Secondly, your husband left, so I would advise you not to leave the house. His choice was to leave, that is his choice. It is also sound legal advice plus you are right, this Easter is amazing at this age.
I would invite H over for Easter morning, if he would like. How would you go about declining his request?
Thanks inside...yes it is a roller coaster...I have hope they will become second nature too!
I do agree he left, I am okay with him being in the home, he is trying to take control of anything he can...funny that he can say all he wants over text or FB but when it comes to face to face or the phone he reverts back to being his old let me control self...does not help me at all...
I need to control that and allow him to talk and encourage more of him stating his needs...something that does not come easy for him or me to do...but I have seen it work with encouragement from me to ask the right questions of him...
I did call and leave him a message asking for a compromise....thinking I could come to the home at 10 or 11pm, when he and S should be in bed, have the morning and leave again and ask if he would bring S to my parents or meet me in town to switch off...
I agree he did leave, it is his choice to be bouncing from hotel to hotel room, he has the money to find a place and is choosing not to at this time, if he did have a place and was closer I would most likely have him take S overnight and in the am bring him back to the house...that would be the compromise I would have.
I tried to discuss options with H two weeks ago to which he stated he had forgotten about the holiday...now 4 days before he is trying to pull all the control.

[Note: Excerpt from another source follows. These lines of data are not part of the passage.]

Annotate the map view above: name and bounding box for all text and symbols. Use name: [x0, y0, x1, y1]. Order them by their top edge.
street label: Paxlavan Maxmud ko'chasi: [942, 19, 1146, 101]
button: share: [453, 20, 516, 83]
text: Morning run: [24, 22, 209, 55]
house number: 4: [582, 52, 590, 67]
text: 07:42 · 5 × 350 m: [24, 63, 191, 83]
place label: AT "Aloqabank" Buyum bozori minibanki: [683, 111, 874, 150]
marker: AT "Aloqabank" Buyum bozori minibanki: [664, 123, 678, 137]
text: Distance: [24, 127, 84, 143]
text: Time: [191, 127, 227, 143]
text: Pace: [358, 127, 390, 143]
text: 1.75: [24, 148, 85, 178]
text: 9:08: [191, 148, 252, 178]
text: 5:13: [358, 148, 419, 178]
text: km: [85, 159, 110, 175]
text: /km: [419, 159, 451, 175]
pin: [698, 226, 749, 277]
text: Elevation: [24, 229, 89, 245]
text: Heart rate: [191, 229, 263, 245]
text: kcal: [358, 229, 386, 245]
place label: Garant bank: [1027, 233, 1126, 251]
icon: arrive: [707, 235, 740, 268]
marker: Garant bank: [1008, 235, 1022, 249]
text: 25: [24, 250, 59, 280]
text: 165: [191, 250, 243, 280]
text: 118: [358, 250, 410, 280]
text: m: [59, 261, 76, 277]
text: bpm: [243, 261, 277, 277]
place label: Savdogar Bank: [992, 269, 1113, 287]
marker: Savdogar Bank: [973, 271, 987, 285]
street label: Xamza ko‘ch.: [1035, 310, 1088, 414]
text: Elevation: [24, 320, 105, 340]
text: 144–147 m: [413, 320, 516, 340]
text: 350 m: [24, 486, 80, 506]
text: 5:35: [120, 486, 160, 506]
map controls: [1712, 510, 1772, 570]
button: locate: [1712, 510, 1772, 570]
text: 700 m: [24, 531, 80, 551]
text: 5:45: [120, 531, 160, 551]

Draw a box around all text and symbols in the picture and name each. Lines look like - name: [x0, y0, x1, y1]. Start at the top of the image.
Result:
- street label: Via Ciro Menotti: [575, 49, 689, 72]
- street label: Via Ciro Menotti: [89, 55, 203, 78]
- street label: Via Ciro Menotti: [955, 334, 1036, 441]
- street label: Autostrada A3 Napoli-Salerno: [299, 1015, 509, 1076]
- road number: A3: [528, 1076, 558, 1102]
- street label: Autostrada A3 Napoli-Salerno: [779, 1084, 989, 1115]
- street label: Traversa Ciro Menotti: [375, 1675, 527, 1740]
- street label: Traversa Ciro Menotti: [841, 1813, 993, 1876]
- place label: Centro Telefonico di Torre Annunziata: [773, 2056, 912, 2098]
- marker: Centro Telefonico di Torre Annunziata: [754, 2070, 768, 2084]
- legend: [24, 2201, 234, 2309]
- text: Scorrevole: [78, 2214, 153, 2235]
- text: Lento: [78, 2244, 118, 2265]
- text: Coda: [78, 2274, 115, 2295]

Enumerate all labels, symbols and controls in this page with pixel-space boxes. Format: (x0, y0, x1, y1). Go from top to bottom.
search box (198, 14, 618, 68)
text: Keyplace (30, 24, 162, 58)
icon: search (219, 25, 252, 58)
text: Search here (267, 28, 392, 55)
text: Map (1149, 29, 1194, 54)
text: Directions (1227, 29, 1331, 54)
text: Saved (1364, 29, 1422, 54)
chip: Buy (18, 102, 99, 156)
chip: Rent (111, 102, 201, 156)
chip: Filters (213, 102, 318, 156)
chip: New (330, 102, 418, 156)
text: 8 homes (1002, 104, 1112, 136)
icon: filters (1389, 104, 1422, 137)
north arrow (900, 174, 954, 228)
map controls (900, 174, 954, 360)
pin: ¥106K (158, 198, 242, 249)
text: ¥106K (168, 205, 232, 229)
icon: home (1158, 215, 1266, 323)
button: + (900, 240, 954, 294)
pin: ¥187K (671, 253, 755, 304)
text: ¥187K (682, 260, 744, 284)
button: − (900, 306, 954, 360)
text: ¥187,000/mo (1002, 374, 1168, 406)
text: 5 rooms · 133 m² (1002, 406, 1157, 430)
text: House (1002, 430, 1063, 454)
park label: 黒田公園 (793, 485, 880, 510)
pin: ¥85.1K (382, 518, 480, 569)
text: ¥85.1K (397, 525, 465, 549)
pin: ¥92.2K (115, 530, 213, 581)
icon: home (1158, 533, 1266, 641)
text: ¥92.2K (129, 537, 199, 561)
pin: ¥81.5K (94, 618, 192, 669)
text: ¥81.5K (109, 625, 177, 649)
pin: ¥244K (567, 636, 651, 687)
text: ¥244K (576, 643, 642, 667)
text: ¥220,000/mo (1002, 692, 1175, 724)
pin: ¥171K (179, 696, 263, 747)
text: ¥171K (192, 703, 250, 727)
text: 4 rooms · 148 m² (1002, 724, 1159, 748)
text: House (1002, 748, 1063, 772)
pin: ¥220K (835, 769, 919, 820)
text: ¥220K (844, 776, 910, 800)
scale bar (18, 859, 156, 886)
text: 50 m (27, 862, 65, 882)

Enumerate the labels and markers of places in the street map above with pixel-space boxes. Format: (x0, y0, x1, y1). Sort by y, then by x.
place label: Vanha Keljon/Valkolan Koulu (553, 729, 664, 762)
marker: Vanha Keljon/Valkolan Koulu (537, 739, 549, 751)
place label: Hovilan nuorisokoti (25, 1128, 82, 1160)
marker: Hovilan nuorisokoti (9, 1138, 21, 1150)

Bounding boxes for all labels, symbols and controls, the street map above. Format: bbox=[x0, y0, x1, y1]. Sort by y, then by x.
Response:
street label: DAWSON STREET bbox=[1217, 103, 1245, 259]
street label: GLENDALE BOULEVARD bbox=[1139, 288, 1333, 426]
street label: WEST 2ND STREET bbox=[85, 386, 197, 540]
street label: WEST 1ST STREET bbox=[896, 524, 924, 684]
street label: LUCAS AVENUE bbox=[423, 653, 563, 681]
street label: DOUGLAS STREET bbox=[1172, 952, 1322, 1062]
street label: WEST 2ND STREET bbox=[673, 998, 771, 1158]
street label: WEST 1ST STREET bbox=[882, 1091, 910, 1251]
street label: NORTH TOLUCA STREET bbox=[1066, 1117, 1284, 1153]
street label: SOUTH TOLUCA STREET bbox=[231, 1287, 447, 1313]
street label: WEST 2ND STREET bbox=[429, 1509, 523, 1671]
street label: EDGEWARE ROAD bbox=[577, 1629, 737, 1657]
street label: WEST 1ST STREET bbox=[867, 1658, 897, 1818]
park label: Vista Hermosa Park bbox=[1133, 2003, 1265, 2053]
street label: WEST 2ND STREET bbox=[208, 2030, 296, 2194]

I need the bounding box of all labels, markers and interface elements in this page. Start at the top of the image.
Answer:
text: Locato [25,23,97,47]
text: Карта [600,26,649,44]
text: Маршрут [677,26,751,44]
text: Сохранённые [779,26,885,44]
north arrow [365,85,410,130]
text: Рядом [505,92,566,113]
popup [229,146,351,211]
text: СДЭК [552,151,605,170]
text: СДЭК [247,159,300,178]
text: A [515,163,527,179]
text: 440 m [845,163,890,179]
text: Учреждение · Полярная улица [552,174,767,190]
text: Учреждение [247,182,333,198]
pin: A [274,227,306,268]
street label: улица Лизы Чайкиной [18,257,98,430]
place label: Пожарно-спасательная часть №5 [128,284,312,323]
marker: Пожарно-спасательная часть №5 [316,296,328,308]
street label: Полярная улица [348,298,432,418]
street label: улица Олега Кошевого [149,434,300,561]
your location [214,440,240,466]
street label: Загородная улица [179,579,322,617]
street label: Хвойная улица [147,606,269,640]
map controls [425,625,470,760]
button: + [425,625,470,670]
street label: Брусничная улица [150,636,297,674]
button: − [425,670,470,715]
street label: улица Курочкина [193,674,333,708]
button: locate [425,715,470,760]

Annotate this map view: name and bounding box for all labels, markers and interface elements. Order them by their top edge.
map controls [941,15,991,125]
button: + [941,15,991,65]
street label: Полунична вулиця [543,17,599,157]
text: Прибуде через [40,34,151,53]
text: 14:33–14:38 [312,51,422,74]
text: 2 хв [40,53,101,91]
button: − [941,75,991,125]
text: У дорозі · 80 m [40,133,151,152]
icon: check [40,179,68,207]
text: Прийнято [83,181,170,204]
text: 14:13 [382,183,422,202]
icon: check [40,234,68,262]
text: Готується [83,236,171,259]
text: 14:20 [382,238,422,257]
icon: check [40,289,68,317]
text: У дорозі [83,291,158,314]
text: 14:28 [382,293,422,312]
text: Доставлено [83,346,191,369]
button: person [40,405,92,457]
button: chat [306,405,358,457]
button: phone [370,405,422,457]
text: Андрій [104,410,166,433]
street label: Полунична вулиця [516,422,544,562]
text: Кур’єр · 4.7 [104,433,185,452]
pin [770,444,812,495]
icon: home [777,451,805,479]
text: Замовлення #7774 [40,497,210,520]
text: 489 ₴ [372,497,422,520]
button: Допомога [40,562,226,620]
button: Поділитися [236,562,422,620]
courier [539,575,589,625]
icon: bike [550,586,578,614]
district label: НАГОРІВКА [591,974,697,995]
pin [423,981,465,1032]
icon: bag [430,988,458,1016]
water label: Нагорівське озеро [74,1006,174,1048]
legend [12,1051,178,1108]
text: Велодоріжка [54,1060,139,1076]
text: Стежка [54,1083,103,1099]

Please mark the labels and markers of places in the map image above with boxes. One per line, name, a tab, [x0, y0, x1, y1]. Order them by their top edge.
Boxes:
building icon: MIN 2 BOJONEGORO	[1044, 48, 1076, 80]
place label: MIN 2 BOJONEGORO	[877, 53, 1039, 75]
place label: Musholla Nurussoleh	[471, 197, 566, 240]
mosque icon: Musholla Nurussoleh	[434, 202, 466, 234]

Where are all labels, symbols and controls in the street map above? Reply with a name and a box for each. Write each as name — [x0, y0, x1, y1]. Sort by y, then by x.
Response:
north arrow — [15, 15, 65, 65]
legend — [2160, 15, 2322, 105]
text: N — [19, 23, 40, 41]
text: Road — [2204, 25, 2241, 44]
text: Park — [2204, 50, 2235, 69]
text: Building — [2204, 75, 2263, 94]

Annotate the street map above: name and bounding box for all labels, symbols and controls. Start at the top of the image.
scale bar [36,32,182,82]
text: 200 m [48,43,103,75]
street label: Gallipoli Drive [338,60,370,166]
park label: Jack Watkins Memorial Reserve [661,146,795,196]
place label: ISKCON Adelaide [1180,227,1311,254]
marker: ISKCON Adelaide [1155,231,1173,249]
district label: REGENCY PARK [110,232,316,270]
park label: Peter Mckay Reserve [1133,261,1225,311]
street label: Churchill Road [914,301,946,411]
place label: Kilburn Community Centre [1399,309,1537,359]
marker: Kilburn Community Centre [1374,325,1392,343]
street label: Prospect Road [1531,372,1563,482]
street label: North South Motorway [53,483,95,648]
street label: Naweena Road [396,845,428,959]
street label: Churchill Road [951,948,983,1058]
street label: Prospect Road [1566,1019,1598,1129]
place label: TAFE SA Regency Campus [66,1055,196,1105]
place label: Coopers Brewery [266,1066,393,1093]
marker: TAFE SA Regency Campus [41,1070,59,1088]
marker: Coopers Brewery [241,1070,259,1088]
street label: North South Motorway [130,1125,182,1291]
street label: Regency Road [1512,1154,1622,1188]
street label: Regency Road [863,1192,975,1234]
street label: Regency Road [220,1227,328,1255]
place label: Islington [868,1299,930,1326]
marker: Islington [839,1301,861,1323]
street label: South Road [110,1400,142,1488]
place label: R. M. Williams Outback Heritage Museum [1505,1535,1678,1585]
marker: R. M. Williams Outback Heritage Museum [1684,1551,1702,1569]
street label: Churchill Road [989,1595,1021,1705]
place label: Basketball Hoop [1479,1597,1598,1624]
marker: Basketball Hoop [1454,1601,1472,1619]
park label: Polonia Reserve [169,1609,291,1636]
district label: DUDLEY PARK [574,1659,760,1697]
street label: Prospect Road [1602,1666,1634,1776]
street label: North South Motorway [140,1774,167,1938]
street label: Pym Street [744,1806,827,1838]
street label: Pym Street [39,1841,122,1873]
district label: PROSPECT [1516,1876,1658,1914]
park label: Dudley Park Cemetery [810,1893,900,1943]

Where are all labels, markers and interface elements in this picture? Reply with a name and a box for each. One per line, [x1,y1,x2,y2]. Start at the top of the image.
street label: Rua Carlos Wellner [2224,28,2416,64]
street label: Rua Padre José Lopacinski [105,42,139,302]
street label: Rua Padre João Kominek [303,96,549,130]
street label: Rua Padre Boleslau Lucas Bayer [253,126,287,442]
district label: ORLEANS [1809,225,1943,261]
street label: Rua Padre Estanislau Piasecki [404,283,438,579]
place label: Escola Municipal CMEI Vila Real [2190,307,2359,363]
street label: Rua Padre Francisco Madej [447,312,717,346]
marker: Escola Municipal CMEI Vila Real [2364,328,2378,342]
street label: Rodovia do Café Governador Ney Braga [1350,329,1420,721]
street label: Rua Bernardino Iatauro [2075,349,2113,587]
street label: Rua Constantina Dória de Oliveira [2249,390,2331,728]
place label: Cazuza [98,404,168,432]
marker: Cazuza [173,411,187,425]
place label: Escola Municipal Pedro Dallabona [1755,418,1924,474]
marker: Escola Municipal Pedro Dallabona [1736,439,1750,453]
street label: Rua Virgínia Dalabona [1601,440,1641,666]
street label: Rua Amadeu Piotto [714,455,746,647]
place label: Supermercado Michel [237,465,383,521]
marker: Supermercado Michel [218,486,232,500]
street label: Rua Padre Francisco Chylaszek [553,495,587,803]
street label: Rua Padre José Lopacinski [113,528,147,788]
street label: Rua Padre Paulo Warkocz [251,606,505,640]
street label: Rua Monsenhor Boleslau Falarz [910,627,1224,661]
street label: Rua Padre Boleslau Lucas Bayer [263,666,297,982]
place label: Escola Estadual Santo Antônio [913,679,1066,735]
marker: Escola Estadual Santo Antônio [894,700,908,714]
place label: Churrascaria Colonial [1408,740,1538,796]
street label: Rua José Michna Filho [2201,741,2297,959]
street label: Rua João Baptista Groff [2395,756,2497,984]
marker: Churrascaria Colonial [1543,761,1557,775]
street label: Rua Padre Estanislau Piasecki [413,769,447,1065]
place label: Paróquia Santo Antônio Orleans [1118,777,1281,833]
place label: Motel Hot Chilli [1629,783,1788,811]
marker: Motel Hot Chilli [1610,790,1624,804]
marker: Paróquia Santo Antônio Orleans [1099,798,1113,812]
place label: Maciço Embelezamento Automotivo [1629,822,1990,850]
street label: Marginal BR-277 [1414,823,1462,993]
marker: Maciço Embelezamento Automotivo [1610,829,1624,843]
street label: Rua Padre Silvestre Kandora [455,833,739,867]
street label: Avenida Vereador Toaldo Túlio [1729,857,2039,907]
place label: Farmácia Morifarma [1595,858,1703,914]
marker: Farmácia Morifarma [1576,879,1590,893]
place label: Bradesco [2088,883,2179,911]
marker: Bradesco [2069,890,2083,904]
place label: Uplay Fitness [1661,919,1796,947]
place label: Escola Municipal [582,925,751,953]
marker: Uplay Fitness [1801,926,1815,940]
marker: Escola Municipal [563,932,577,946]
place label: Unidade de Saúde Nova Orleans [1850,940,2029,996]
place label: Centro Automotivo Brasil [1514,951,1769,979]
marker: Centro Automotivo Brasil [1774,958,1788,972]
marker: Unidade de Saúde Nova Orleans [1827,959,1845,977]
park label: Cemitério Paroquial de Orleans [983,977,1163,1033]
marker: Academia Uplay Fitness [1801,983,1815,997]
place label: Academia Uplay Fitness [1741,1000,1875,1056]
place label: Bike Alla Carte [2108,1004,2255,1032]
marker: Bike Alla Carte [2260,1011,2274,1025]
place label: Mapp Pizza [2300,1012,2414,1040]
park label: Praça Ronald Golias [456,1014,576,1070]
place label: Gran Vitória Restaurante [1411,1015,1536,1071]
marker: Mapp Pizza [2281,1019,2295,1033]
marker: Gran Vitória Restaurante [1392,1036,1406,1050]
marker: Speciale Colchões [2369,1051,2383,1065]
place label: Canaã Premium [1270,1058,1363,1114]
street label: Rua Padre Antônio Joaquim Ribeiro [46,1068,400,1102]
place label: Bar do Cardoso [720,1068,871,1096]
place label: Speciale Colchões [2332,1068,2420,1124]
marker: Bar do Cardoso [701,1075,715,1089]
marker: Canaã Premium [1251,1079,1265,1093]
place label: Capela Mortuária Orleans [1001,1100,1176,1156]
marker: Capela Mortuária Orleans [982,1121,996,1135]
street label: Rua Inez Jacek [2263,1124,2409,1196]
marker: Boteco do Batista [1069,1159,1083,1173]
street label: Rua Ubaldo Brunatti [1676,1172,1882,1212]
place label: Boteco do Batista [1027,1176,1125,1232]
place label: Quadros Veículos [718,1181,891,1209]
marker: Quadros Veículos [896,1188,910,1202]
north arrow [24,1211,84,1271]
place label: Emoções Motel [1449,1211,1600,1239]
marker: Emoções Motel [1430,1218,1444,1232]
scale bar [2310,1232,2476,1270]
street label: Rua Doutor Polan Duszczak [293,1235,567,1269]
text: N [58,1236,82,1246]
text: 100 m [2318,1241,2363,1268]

I just want to discuss and come to a compromise, not make either one of us get their own way fully but think of what will work best.
Plan to present this is the last holiday and major event til Sept when S turns two...we should be able to be adults and make it through 8-9hours of being in the same home, and only a couple of those actually being awake for.
I have left him a voicemail...I am sure he will listen to it and he can do what he may with it...but if we have not discussed prior to him getting here on Sat. I will ask more on it then.
Well spoke with Laurie...me see a big 180 coming here...
I am okay with allowing him to be at the home Sat and Sun morning with S, then have him drop off S to meet me somewhere or at my parents...
This might be a huge one in allowing H to be assertive...something he needs to do more...this is an issue in the marriage...he does not assert himself...so allowing him to be able to and step aside should show me some small signs that it is going in the right way.
As for him being at the house over the weekend on night...I want him to be in the home so he remember what it feels like and that it is not all bad...also to be around S...so if that is my goal at this time this is how to work on that goal...if I don't see changes in the future as a result of this I can reassess my goal..
Also discussed leaving a note to apologize for my role in how the conversation when last weekend. Laurie suggested his communication style at this time is writing and that it might be best to communicate in his style. Little hopes I expect him not to say anything on either topic but maybe be in a good mood when he arrives and with interaction.
I plan to do Easter morning with S on Saturday and Sunday we will have egg hunt and time at my parents.